Border Security as a Political Football
Matt Mayer /
In the increasingly politicized environment surrounding President Obama’s attempt to pass comprehensive immigration reform, border security again became the focus. In an attempt to take the issue of border security off the table, U.S. Department of Homeland Security Secretary Janet Napolitano claimed that “the border is secure. I believe the border’s a safe border.”
Certainly the foot traffic is down along the border given the weak economic conditions in the United States, but to boldly claim that America’s southern border is a “safe border” is somewhat preposterous—as if the border is akin to the border between Ohio and Michigan. Contrary to this rosy belief, Texas Agriculture Commissioner Todd Staples has written a book decrying the continued violence on the southern border. Moreover, because the threat on the border is always changing, it really is somewhat arbitrary to claim something that is 6,000 miles long is “secure.”
It is always interesting to see how beauty really is in the eye of the beholder.
Back in July 2005, then-Arizona Governor Janet Napolitano declared a “state of emergency” on the southern U.S. border in what many people saw as a purely political act aimed at undermining President George W. Bush. Of course, just five years later and just a year or so after she became President Obama’s Secretary of Homeland Security, things down at the border had improved markedly.
In June 2010, Secretary Napolitano announced that the southern U.S. border was “secure now as it’s ever been.” That better-than-ever security occurred despite the utter failure of the Secure Border Initiative (SBI) program—a $1 billion technology program aimed at securing the border utilizing high-tech capabilities—that she rightfully ended in January 2011. In the two years since the cancellation of SBI, Secretary Napolitano still has not utilized technology on the border in a manner that would substantially elevate our control over the border.
The fact is that the only thing secure about the southern border is its use as a political football in the debates in Washington, D.C., over immigration reforms. As Heritage’s James Carafano wrote two and a half years ago:
For several years, Republicans have chanted a “secure the border first” mantra. It allowed them to look tough on the illegal immigration issue while dodging the issue of “comprehensive” reform.
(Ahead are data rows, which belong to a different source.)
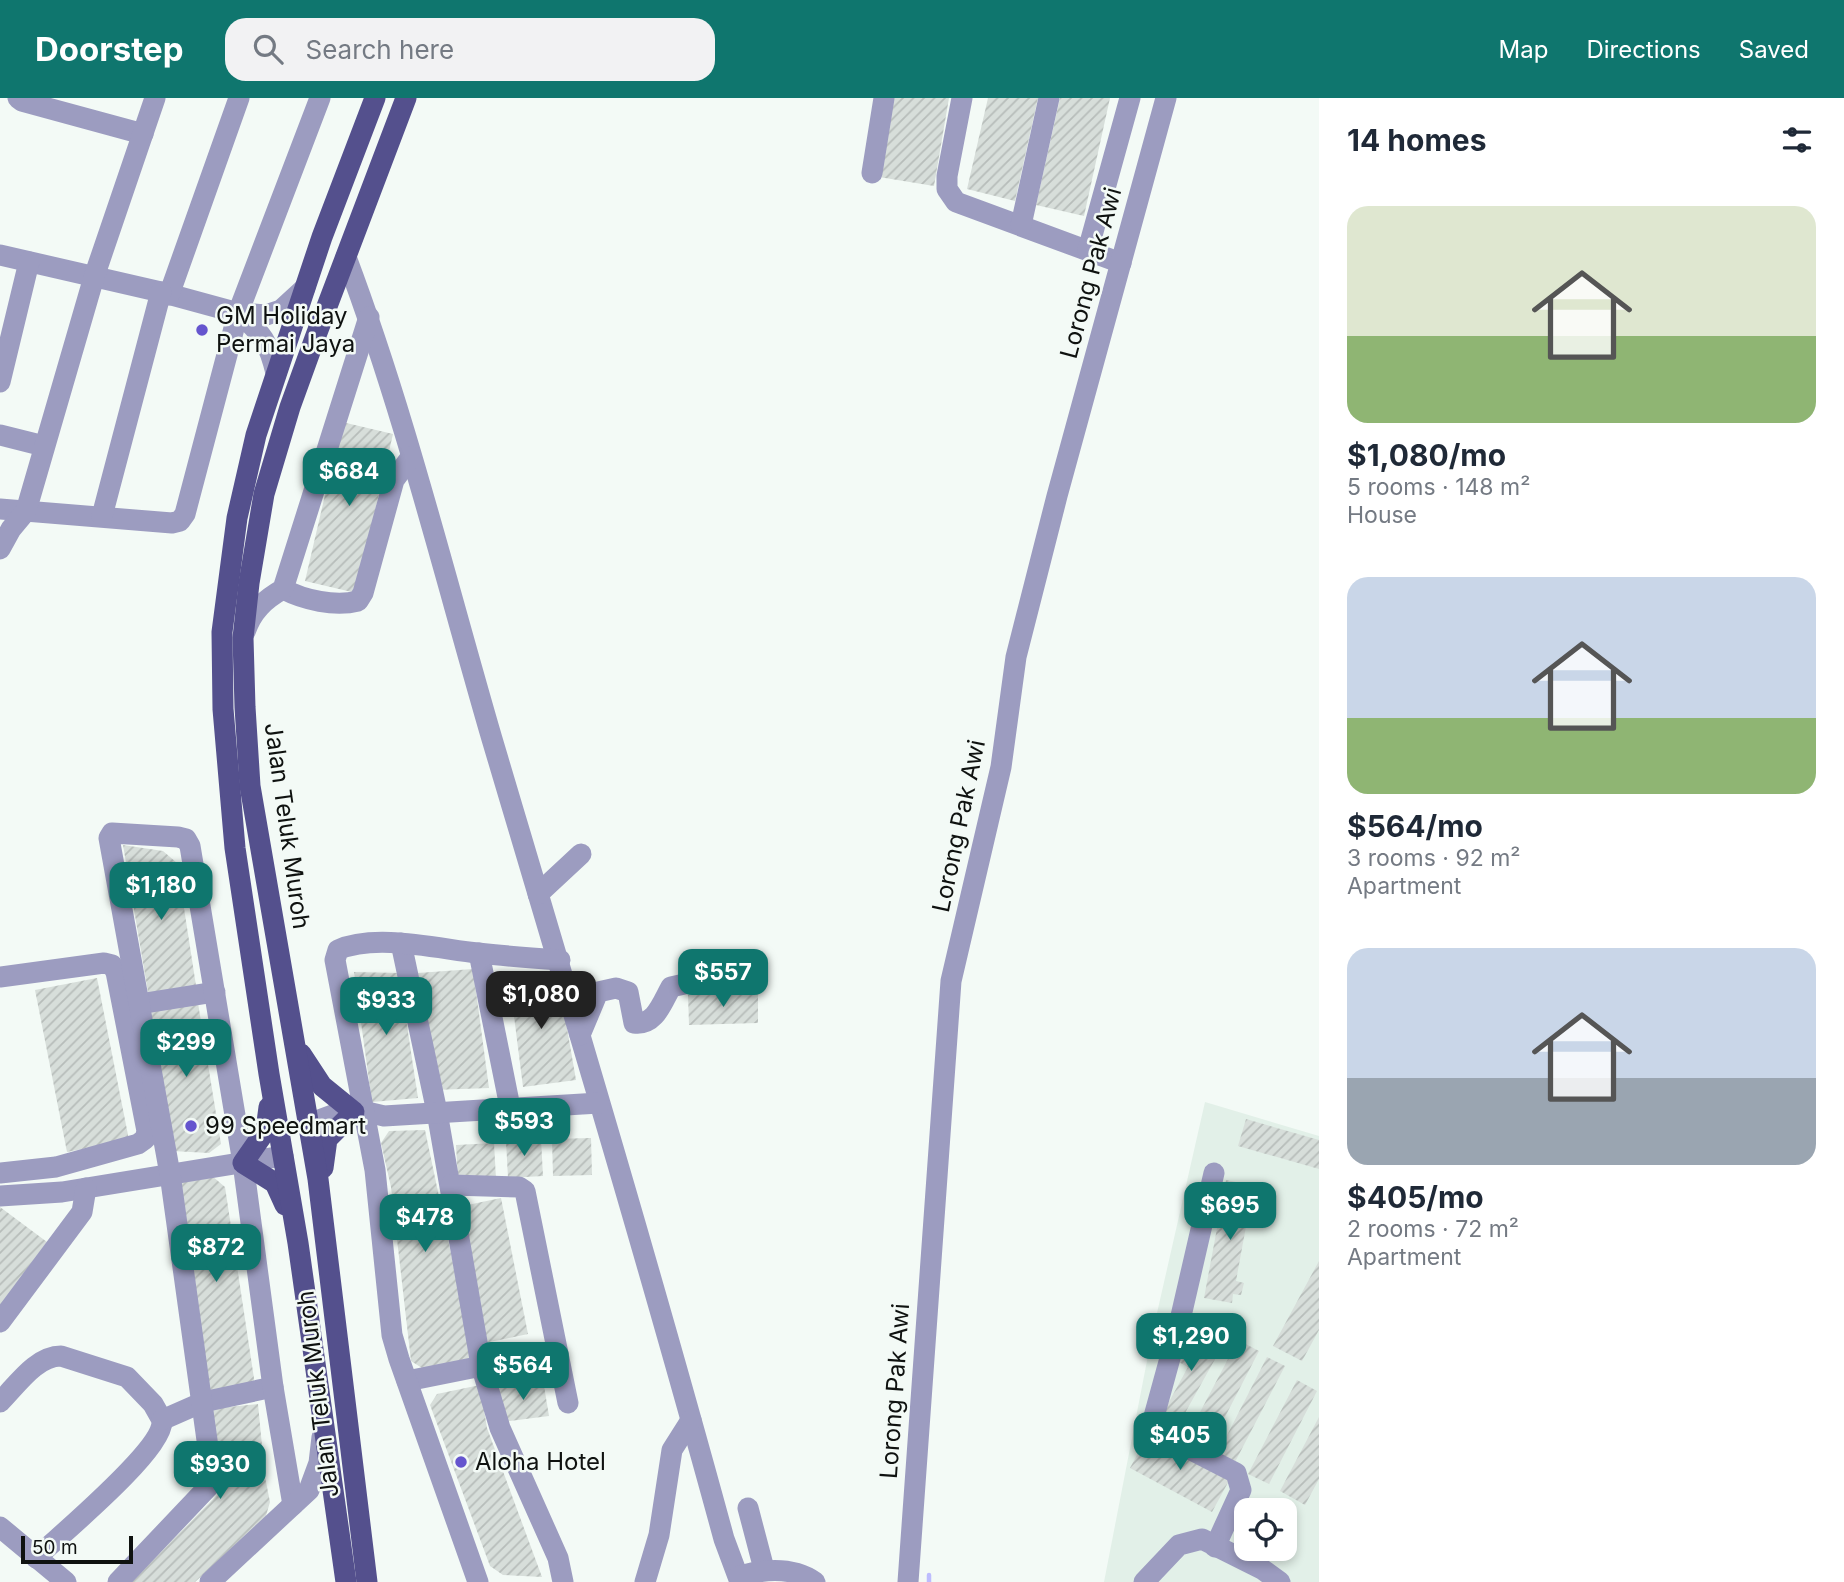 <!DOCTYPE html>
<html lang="en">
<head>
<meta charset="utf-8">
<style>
  :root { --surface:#fff; --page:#f2f2f3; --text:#1f2937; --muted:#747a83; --accent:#0f766e }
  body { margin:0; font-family:Inter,sans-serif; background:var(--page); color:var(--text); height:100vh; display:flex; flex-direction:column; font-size:26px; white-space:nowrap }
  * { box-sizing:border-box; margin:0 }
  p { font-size:23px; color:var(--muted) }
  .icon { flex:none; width:38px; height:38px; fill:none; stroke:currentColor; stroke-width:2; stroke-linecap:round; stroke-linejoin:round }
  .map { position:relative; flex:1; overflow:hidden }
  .drawer { display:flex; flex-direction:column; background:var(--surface); width:525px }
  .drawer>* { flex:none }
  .fabs { position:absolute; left:1234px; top:1400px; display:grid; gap:14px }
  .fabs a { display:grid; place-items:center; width:63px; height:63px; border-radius:14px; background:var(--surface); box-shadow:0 4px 10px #0003; font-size:35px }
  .scale { position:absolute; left:21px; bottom:18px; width:112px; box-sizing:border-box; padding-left:7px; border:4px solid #0f1210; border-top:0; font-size:19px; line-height:24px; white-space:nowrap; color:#0f1210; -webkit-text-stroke:5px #f3faf6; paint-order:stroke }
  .price { position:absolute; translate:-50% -60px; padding:0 16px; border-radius:14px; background:var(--accent); color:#fff; font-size:23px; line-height:46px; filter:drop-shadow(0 2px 4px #0008) }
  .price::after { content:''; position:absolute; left:50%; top:42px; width:21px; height:16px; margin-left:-10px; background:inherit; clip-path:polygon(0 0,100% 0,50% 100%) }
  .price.current { background:#222; color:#fff }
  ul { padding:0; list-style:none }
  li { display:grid; align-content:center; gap:14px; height:371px; padding:0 28px }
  li span { display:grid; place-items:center; height:217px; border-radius:21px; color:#555 }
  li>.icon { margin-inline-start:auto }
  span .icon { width:126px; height:126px; fill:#fffc; stroke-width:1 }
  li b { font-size:30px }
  h2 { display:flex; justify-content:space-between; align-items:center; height:84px; padding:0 28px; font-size:30px }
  header { display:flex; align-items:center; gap:42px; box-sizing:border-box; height:98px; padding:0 35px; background:var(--accent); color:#fff }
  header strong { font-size:33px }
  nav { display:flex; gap:38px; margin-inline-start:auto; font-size:24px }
  .search { width:490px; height:63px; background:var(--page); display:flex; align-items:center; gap:18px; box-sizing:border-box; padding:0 24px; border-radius:21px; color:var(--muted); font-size:26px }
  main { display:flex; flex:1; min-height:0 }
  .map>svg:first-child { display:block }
</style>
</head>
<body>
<header>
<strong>Doorstep</strong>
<div class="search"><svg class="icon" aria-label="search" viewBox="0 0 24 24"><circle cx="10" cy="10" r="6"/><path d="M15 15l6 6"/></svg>Search here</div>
<nav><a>Map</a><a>Directions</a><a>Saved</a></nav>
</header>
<main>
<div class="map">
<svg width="1319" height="1484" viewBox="0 0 1319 1484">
  <defs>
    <pattern id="building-hatch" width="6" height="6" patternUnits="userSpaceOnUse" patternTransform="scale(1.75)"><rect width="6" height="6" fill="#d7deda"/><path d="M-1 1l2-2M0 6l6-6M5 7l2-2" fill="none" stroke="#b7bdba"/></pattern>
  </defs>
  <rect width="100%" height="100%" fill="#f3faf6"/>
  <path fill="#e2f0e8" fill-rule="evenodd" d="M1205,1004L1319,1038V1484H1104L1152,1237ZM1246,1412H1284V1451H1246Z"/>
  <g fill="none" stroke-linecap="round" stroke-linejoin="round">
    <polyline stroke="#bdbcfe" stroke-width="4.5" points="929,1484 929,1477"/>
  </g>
  <g fill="url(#building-hatch)">
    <polygon points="892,0 949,0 934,88 879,79"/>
    <polygon points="988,0 1038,0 1015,103 967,91"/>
    <polygon points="1060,0 1110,0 1084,118 1036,107"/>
    <polygon points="342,324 393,336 356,495 305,483"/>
    <polygon points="123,747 163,753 177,765 197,894 149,900"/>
    <polygon points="473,871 489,990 434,992 418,875"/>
    <polygon points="354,874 399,875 418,1000 372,1004"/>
    <polygon points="558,878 576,982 523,989 509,879"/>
    <polygon points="97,880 129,1042 67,1054 35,892"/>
    <polygon points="758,895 758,925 689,927 688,897"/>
    <polygon points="198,905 221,1046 209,1055 172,1053 150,911"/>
    <polygon points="1246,1021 1319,1042 1319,1071 1238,1048"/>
    <polygon points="425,1032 473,1260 422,1270 411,1263 391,1089 381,1045 389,1033"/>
    <polygon points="591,1040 592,1077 553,1078 552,1041"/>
    <polygon points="541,1041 543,1078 508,1080 506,1043"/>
    <polygon points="494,1045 496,1081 458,1083 456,1047"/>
    <polygon points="212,1078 225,1089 255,1287 209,1294 178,1084"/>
    <polygon points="1226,1082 1255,1088 1252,1101 1261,1103 1258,1114 1249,1112 1236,1183 1244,1185 1241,1197 1233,1196 1232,1205 1204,1200"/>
    <polygon points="501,1100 528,1236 485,1245 458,1109"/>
    <polygon points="0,1109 47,1144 0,1208"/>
    <polygon points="1319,1163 1319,1232 1302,1263 1273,1248"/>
    <polygon points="1192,1227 1224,1245 1175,1333 1158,1324 1188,1269 1173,1261"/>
    <polygon points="1238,1242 1259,1253 1209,1350 1187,1339"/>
    <polygon points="1267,1259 1285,1268 1235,1364 1218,1355"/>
    <polygon points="543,1282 549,1318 502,1324 495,1291"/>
    <polygon points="1297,1282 1317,1293 1269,1386 1248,1376"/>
    <polygon points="480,1287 487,1330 542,1479 503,1477 490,1468 430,1307 437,1296"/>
    <polygon points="258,1306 265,1379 270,1404 265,1421 195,1484 131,1484 217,1397 208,1311"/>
    <polygon points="1319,1319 1319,1381 1305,1407 1280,1393"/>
    <polygon points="1149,1334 1231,1379 1212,1414 1130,1370"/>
  </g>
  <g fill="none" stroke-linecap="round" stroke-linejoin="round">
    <g stroke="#9c9cc0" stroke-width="21">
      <polyline points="18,0 22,3 143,36"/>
      <polyline points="962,0 947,78 947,91 956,104 1121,165"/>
      <polyline points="872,75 884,0"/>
      <polyline points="1021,127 1049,0"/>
      <polyline points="1088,152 1130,0"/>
      <polyline points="0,157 161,194 238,215 266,217 281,212 305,190"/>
      <path d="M346,159C405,316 445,480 492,641C571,907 651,1173 724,1441L740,1484"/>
      <polyline points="169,197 239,0"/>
      <path d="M238,215C262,235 269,245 276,275"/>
      <polyline points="0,284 29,164"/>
      <polyline points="0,337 44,348"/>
      <polyline points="0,411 172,425 180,423 185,416 238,215 320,0"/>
      <polyline points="102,418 161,194"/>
      <polyline points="0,451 11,431 26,413 94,179 155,0"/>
      <path d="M283,491C304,502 335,509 358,503L363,495L394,382L411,359"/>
      <path d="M245,534C252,513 264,502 283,491L369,219"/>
      <polyline points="538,796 581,756"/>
      <polyline points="401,845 437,1014 481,1267 500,1330 558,1460 563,1484"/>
      <polyline points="479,855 510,1009"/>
      <polyline points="0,879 104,865 112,867 116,874 147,1033 145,1041 138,1046 56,1069 0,1075"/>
      <polyline points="139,906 215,894"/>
      <path d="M580,937L598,894L616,890L628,894L634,925C655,928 662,905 671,889L742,873"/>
      <polyline points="308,1026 335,1016 363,1013 384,1018 599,1005"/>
      <polyline points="1214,1075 1178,1231 1153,1322 1158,1335 1236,1375 1241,1392 1215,1449"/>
      <polyline points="451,1087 519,1089 525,1093 568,1305"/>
      <polyline points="0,1098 62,1094 283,1058"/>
      <polyline points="0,1224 82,1114 86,1090"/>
      <polyline points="407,1283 557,1253"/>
      <path d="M0,1304C17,1287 36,1258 61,1258L127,1279L153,1306L162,1322C165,1351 60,1437 36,1460"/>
      <polyline points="162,1322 203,1304 273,1289"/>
      <polyline points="748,1410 764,1471"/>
      <polyline points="0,1429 66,1484"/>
      <path d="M739,1478C764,1471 792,1468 815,1484"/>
      <polyline points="118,1484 210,1387 212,1378 170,1076 109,740 112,735 178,739 186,741 190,748 243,1065 273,1289 293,1407"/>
      <polyline points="210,1484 309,1392 319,1365 322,1339"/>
      <path d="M478,1484L399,1261L392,1237L375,1072L335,862L338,852C375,835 439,851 478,855C505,858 532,860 560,862"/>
      <polyline points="645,1484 659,1437 672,1352 691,1322"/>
      <polyline points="908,1484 951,883 1001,669 1016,559 1057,398 1166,0"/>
      <polyline points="1144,1484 1179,1447 1202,1441 1262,1471 1280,1484"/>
    </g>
    <g stroke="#54508d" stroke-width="21">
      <polyline points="301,956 322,988 354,1014 327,1041 323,1070"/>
      <polyline points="269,1009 266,1032 243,1065 275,1085 285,1107"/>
      <polyline points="346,1484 298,1145 269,976 235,750 223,611 222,534 237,420 256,337 322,139 375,0"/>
      <polyline points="367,1484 318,1081 250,688 245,609 243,540 249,485 264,396 290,309 315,240 406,0"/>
    </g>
  </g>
  <g fill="#6555ce" stroke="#f3faf6" stroke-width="2.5">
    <circle cx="202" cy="232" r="7"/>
    <circle cx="191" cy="1028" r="7"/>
    <circle cx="461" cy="1364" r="7"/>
  </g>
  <g text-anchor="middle" stroke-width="5" stroke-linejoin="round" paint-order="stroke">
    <g font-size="24" fill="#0f1210" stroke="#f3faf6">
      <text transform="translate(1091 175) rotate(-75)" y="8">Lorong Pak Awi</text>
      <text transform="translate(287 728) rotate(82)" y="8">Jalan Teluk Muroh</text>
      <text transform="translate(959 728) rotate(-78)" y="8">Lorong Pak Awi</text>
      <text transform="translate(895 1293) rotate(-86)" y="8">Lorong Pak Awi</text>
      <text transform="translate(318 1296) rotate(-97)" y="8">Jalan Teluk Muroh</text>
    </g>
    <g font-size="24" fill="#0f1210" stroke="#f3faf6" text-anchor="start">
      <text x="216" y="226">GM Holiday<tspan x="216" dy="28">Permai Jaya</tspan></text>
      <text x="205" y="1036">99 Speedmart</text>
      <text x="475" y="1372">Aloha Hotel</text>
    </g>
  </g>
</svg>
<div class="fabs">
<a><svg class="icon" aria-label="locate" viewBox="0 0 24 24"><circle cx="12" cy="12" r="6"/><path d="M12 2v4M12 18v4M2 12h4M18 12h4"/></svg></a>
</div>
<div class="scale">50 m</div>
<b class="price" style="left:349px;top:410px">$684</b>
<b class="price" style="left:161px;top:824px">$1,180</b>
<b class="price" style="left:723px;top:911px">$557</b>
<b class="price current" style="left:541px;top:933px">$1,080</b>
<b class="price" style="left:386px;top:939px">$933</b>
<b class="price" style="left:186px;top:981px">$299</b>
<b class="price" style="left:524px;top:1060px">$593</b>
<b class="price" style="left:1230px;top:1144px">$695</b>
<b class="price" style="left:425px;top:1156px">$478</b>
<b class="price" style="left:216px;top:1186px">$872</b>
<b class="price" style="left:1191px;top:1275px">$1,290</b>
<b class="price" style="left:523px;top:1304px">$564</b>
<b class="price" style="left:1180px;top:1374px">$405</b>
<b class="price" style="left:220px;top:1403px">$930</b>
</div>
<section class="drawer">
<h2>14 homes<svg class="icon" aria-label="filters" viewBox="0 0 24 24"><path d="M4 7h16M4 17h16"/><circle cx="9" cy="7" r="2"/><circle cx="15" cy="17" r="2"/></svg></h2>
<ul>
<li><span style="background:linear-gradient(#dfe7d0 60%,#8fb573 0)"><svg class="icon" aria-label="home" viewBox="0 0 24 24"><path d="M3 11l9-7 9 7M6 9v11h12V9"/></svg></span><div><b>$1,080/mo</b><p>5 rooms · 148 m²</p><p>House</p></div></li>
<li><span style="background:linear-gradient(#c9d6e8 65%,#8fb573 0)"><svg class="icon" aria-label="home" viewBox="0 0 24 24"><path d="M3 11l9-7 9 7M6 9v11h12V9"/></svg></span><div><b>$564/mo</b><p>3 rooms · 92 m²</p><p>Apartment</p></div></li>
<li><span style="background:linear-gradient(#c9d6e8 60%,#9aa5b1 0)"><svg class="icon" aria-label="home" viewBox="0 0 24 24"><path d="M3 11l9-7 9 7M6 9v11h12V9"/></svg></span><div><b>$405/mo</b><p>2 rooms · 72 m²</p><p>Apartment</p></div></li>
</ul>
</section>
</main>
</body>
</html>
It’s a bad strategy. It suggests that, if the Obama administration overcomes the “border first” problem, it will be clear sailing for a push for amnesty.
Carafano wisely noted that:
[T]he real problem is that any strategy for reducing illegal immigration that includes amnesty is bound to fail. Granting a general amnesty will just encourage another wave of illegal border crossing. That is exactly what happened when the 1986 amnesty bill was passed. And that is exactly what will happen if Washington does it again.
But waiting until we get the border right before doing anything else to reform immigration policy makes no sense either.
Securing the border requires solving larger problems. It means working with Mexico to bust the cartels, enforcing our immigration and workplace laws, creating effective temporary-worker programs, and rejecting amnesty once and for all.
Border security really should be aimed at stopping the drug smugglers and other criminal activity, especially terrorist activity. Instead of fighting over when the “border is secure” label gets stamped on the border, Congress should move forward on visa reform that would significantly reduce the flow of illegal immigrants seeking work. Doing that simple act shouldn’t be tied to the condition of the border or rammed in some massive legislation undertaking that claims to solve all immigration problems comprehensively at once. Visa reform should happen because we want the world’s best and brightest and its risk-takers working for us, not against us.